Back in 2004 I wrote up a blog entry showing how to get a count of files by a specific extension. For example you want to know how many js files are in a directory, you can run this:
find /some/dir | fgrep -c '.js'
The -c
in grep tells it to count the matches, I'm using fgrep
here because I'm not using a regex (to avoid escaping the dot).
The above would also match a file, or a directory had .js
anywhere in the path, so we could improve that script by using a regular expression $
character, for example:
find /some/dir | grep -c '\.js$'
Now we are limiting the .js to show up only at the end of the file.
Listing all file extensions and the count of files in a directory
Here's one way to print out a list of extensions and the count the number of files of each type in the directory:
find /some/dir -type f | grep -o ".[^.]\+$" | sort | uniq -c
This will print out the number of the files in the directory by extension :
5 .js 3 .html 1 .css
How it works
First we have find /some/dir -type f
which just limits find to output all the files in the directory recursively. The -type f
omits directories from showing up in the list.
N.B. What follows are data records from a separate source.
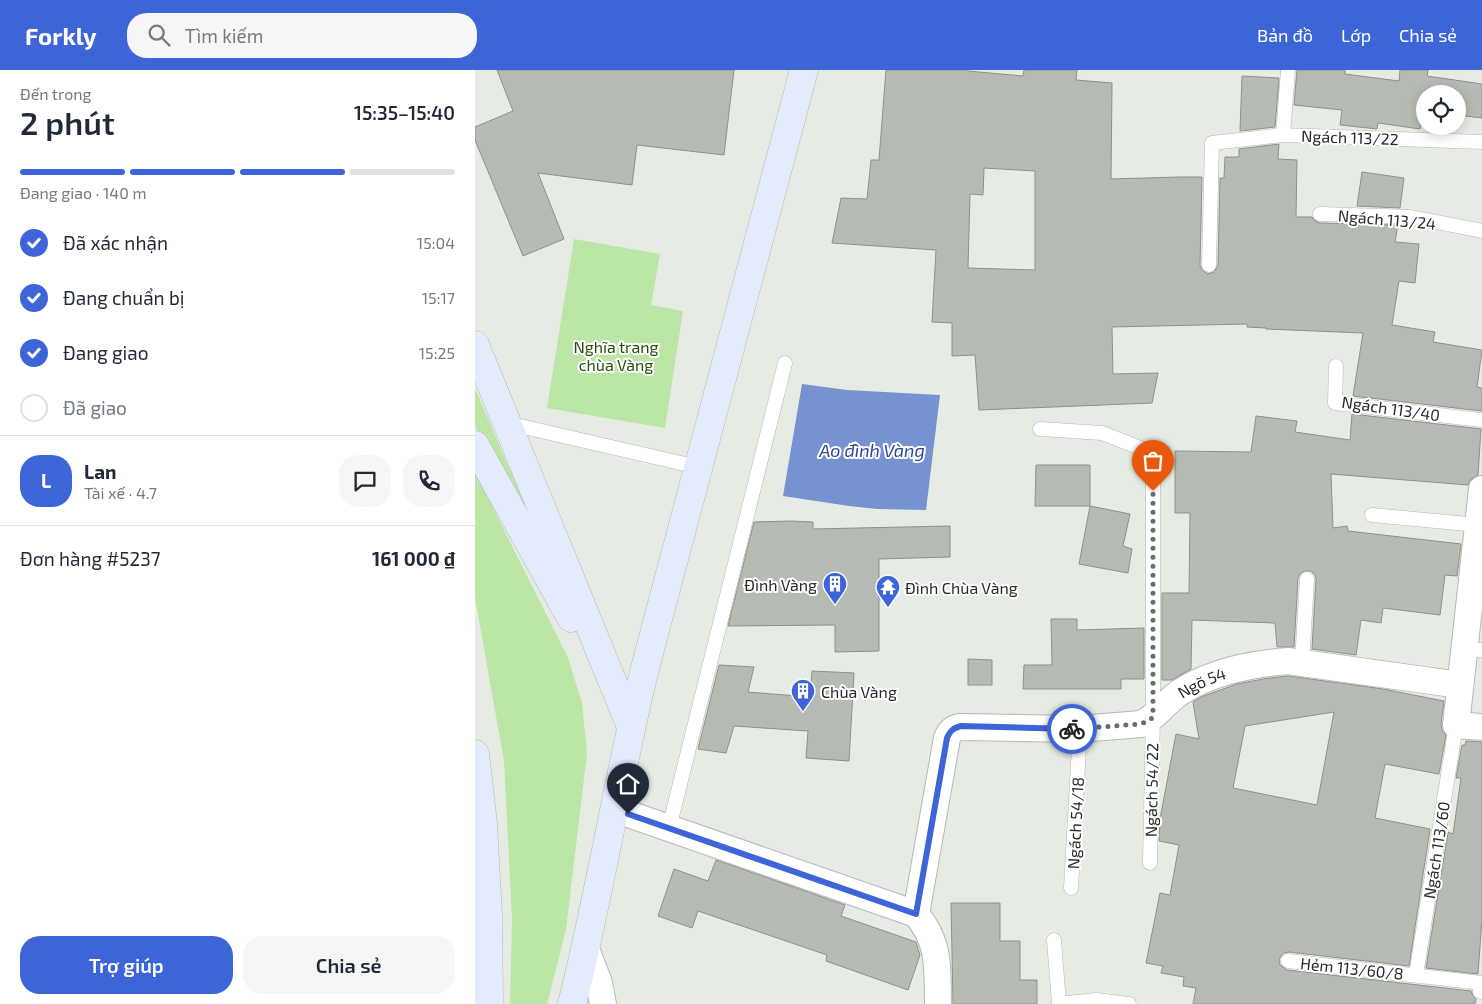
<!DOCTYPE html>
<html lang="vi">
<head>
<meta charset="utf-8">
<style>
  :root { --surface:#fff; --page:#f6f6f7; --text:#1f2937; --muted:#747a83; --line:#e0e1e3; --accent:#3e65d7 }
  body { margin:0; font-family:"Exo 2",sans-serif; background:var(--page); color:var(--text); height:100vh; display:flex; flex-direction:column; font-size:19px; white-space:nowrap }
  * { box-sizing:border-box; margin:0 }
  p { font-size:16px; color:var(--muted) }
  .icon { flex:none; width:28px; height:28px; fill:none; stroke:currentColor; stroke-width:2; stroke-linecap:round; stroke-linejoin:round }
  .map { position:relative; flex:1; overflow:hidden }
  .side { display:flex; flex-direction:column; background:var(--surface); width:475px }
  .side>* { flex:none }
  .controls { position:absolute; left:941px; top:15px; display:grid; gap:10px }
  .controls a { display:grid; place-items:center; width:50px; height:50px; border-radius:50%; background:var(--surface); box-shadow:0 2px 12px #0003; font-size:25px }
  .pin { position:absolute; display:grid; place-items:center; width:42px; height:42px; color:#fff; margin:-51px -21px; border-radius:50% 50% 50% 0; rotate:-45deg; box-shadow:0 0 5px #0007 }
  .pin .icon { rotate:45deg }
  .courier { position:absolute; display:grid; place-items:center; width:50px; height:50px; margin:-25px; border:4px solid #3e65d7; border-radius:50%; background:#fff; color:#222; box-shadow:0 1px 6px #0007 }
  .overview em { font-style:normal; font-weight:600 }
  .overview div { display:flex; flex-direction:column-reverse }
  .overview { display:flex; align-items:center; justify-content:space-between; height:85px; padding:0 20px }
  h1 { font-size:32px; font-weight:600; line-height:38px }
  .bar { display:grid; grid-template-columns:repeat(4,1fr); gap:8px 5px; align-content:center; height:60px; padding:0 20px }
  .bar i { height:6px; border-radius:4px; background:var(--line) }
  .bar .selected { background:var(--accent) }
  .bar p { grid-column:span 4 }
  .line { display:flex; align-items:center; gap:12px; padding:0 20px; border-top:1px solid var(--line) }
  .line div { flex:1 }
  .round { display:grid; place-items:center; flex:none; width:52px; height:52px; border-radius:20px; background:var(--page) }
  ol { padding:0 20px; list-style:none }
  li { display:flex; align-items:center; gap:15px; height:55px }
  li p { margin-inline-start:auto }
  li .icon { padding:5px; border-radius:50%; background:var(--accent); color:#fff; stroke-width:4 }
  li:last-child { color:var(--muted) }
  li i { width:28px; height:28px; border:2px solid var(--line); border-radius:50% }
  .action { display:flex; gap:10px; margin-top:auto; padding:10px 20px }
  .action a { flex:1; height:58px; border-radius:20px; background:var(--accent); color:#fff; font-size:20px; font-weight:600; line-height:58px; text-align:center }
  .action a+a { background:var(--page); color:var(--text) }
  header { display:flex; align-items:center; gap:30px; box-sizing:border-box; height:70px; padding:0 25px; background:var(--accent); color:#fff }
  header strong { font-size:24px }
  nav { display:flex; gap:28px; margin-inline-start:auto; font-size:18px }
  .search { width:350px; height:45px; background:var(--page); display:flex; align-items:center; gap:12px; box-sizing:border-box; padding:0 18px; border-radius:20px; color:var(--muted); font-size:19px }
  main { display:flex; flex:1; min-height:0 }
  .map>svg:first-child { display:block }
  .green { fill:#bbe6a6 }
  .water { fill:#7792d1 }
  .building { fill:#b6bcb4; stroke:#8c9189; fill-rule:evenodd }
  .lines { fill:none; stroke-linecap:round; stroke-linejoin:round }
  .lane-casing { stroke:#b3b9b1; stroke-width:15 }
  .street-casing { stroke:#b3b9b1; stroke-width:28 }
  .secondary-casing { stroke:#b3b9b1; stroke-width:29 }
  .lane { stroke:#fff; stroke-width:14 }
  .street { stroke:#fff; stroke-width:26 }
  .secondary { stroke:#e4ebfc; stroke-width:28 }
  .done { stroke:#6a6e69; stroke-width:5; stroke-dasharray:0 9 }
  .route { stroke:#3e65d7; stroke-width:6 }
  .labels { text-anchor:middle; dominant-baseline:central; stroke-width:4; stroke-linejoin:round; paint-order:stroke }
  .street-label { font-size:16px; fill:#282a27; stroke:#fff }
  .park-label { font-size:16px; fill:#254c08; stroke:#fff }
  .poi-label { font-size:16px; fill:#282a27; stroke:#fff; text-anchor:start }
  .water-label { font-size:18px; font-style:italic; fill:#2c4793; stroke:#fff }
</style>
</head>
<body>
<header>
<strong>Forkly</strong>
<div class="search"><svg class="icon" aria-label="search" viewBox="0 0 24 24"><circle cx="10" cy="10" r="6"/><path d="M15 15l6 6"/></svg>Tìm kiếm</div>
<nav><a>Bản đồ</a><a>Lớp</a><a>Chia sẻ</a></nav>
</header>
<main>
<section class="side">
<div class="overview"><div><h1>2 phút</h1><p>Đến trong</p></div><em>15:35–15:40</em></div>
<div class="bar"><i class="selected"></i><i class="selected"></i><i class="selected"></i><i></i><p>Đang giao · 140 m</p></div>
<ol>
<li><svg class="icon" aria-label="check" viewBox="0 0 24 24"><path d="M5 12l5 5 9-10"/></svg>Đã xác nhận<p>15:04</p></li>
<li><svg class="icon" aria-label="check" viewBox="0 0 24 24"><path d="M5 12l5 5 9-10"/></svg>Đang chuẩn bị<p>15:17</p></li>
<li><svg class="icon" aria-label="check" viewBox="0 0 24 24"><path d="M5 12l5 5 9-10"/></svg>Đang giao<p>15:25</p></li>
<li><i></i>Đã giao</li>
</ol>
<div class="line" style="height:90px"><b class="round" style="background:var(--accent);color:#fff">L</b><div><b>Lan</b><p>Tài xế · 4.7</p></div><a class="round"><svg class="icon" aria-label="chat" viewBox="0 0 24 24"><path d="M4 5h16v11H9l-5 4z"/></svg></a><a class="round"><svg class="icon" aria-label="phone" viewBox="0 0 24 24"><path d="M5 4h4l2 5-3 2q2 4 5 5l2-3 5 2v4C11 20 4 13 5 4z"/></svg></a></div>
<div class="line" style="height:65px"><div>Đơn hàng #5237</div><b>161 000 ₫</b></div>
<div class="action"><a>Trợ giúp</a><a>Chia sẻ</a></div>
</section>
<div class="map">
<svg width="1007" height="934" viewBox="0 0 1007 934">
  <rect width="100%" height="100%" fill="#e6ece3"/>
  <!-- green -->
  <path class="green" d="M99 169 185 184 176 235 208 241 190 358 72 338Z
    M0 318 34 398 55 442 54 446 47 448 0 356Z
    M0 402 93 588 107 633 112 683 91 860 72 934H35L37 849 29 691 0 528Z"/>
  <!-- water -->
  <path class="water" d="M327 314 372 320 465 325 451 440 402 439 374 436 308 426Z"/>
  <!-- building -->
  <path class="building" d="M22 0H259L249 85 162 75 157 115 63 103 89 169 48 186 0 70V57L38 41Z
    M411 0H493V1L548 6 549 0H602L601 10 637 13 636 109 704 107H727L725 195 727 200 733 204 739 202 743 195 745 108H749L750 87H764V79L804 74 803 89 822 90 821 147H837L840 151 845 153 923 155 920 172 944 174 940 213 924 211 917 255 960 262 958 272 1007 280 1002 317 1007 318V341L878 326 888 263 791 259V258L772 257V254L637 257 638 304 683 303 677 333 504 340 500 285 477 286V253L457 252 461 180 357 173 366 128 392 129 396 90H404ZM509 98 560 101V200L493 198 495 124 508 125Z
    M822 0H870V4L924 11 925 0H953L952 6 1007 14V48L982 45V24H950V41L948 40 945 59 903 53 902 59 865 55 867 40 819 35Z
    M767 6 804 8 800 57 765 61Z
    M887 102 929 108 925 138 882 136Z
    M877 344 1006 359 1003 405 995 410 993 415 856 404 858 458 872 456 873 461 986 474 982 506 970 505 965 545 908 538 906 553 886 550 881 585 837 579 841 509 840 505 836 501H829L825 504 823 508 819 577H802L800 553 717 550 716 599 697 610H687V523H714L715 443H700V381L776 382 781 346 822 351 820 362 875 370Z
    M561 395H615V436H560Z
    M615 436 655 444 648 476 657 479 653 503 604 494Z
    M316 451 338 452V459L475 456V487L404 489V581L360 582V555L253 556 279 452Z
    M576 549H602V560L669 558V609H646V619H548L549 595H577Z
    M493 589 517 590V615H493Z
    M244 595 279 597 273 622 335 627 337 601 379 603 374 691 331 688 333 661 259 656 251 683 223 679Z
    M813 606 908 619 969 631 966 654 967 661 971 665 964 704 910 694 900 748 955 759 934 896 814 882 809 883 806 886 804 890 805 895 812 900 996 921 998 926 1001 929 1000 934H718L721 918 708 916 709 907 686 903 688 896 671 893 685 823 695 825 704 775 684 771 685 749 701 664 724 669 718 632 726 627 762 614 788 609ZM859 642 842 735 758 718 770 656Z
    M991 671 1007 672V849L1003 904 951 898 973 762 978 764 986 708H981L987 675H990Z
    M241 790 370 835 366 846 441 872 445 885 433 920 351 891 352 885 223 841 217 858 183 846 199 799 233 811Z
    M476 833H525V871H545V910H562V934H478Z"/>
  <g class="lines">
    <defs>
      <path id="lane" d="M813 0 808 65 1007 72
        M845 144 936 147 1007 161
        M734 195 737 73 808 65
        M861 296 860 333 1007 350
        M32 353 223 397
        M565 359 627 363 678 383V647L675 793
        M897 445 1003 455
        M989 579 1007 580
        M827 592 832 509
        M194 758 310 293
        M596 818 605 659
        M579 870 584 933
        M813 891 1007 913 1005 921 1007 922
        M941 905 981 655
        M584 934 621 930 654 934"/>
      <g id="street">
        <path d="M1007 419 981 655 1007 657"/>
        <path id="s1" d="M139 739 441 844 472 668C475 661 478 658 486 657L605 659 666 654C682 647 692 630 707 621 739 601 776 594 813 591L985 615"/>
        <path d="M441 844C466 874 462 898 463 934"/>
        <path d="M111 879 124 913 128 934"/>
      </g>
      <path id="secondary" d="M0 275 156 657
        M0 375 96 548
        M0 684 8 754 13 845 14 934
        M97 934C125 823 143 709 170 598L329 0"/>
    </defs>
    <!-- lane casing -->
    <use href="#lane" class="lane-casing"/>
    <!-- street casing -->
    <use href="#street" class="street-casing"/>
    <!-- secondary casing -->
    <use href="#secondary" class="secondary-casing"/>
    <!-- lane -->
    <use href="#lane" class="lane"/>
    <!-- street -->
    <use href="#street" class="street"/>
    <!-- secondary -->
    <use href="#secondary" class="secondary"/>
  </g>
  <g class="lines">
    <!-- done -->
    <path class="done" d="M597 659 666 654 675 650 678 647V421"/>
    <!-- route -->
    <path class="route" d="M153 744 441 844 472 668C475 661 478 658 486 656L597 659"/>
  </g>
  <!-- icons -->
  <defs>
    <symbol id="building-pin" viewBox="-11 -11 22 30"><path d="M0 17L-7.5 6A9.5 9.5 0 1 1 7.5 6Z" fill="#3e65d7" stroke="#fff"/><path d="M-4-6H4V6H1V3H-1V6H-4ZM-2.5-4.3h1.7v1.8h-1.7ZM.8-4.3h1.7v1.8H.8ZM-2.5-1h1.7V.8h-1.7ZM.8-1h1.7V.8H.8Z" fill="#fff"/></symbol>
    <symbol id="temple-pin" viewBox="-11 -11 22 30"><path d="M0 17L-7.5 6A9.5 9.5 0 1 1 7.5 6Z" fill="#3e65d7" stroke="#fff"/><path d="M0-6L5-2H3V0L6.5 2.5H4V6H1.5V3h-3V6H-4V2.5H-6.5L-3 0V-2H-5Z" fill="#fff"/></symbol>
  </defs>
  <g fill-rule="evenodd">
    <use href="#building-pin" x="346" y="500" width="28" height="38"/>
    <use href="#temple-pin" x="399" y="503" width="28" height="38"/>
    <use href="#building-pin" x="314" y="607" width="28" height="38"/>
  </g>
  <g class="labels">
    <!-- street labels -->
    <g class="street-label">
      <text transform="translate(875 67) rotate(2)">Ngách 113/22</text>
      <text transform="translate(912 149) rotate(5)">Ngách 113/24</text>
      <text transform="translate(916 338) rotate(8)">Ngách 113/40</text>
      <text stroke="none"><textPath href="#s1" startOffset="772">Ngõ 54</textPath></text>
      <text transform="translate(676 720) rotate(-89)">Ngách 54/22</text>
      <text transform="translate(600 753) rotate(-87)">Ngách 54/18</text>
      <text transform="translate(961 780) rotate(-81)">Ngách 113/60</text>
      <text transform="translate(877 898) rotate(6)">Hẻm 113/60/8</text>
    </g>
    <!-- park labels -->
    <g class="park-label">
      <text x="141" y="276">Nghĩa trang<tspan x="141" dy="18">chùa Vàng</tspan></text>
    </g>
    <!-- poi labels -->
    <g class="poi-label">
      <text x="342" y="514" text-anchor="end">Đình Vàng</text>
      <text x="430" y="517">Đình Chùa Vàng</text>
      <text x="346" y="621">Chùa Vàng</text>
    </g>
    <!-- water labels -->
    <g class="water-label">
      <text x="397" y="380">Ao đình Vàng</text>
    </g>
  </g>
</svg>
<div class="controls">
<a><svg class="icon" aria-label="locate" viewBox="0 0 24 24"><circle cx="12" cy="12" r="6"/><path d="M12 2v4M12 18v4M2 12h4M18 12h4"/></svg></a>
</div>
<div class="pin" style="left:678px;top:421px;background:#ea580c"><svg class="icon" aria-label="bag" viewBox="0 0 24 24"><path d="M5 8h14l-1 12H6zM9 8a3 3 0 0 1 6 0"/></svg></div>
<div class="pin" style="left:153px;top:744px;background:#1f2937"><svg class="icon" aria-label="home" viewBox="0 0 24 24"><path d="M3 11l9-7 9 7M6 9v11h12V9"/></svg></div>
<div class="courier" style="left:597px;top:659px"><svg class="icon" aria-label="bike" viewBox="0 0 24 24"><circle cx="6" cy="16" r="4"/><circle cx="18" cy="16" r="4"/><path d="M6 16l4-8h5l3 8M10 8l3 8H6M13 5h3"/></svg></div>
</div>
</main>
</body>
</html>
Next we have grep -o ".[^.]\+$"
the -o
tells grep to only output lines that match the pattern, and only output the match. The pattern is just a regex that says look for a dot followed by one or more chars that are not a dot [^.]\+
, at the end of a line $
.
Next we pipe into the sort
command which just puts every thing in order.
Finally we pipe into uniq -c
which counts each unique line (the file extensions) and prints out the results. Cool!
The one drawback to this approach is that it ignores any files that do not have a file extension.
Counting the number of files in a directory on Linux or Mac
If we just want to know how many files are in the directory, we can use a the find
command and the wc
(word count) command together, like this:
find /some/dir | wc -l
The above command will print out the count of files in a directory on linux, a mac or any unix based operating system.
Comments
Next we have grep -o ".[^.]\+$" the -o tells grep to only output lines that match the pattern, and only output the match. The pattern is just a regex that says look for a dot followed by one or more chars that are not a dot [^.]\+, at the end of a line $.
find -type f | grep -o ".[^./]\+$" | sort | uniq -c | sort -n include / in [^./] to exclude results with no file extension but . in a directory name in the path
What if you want to have a count of the extensions by folder, so you can run it recursively from a top level folder for example, and have a count of ext by each sub folder.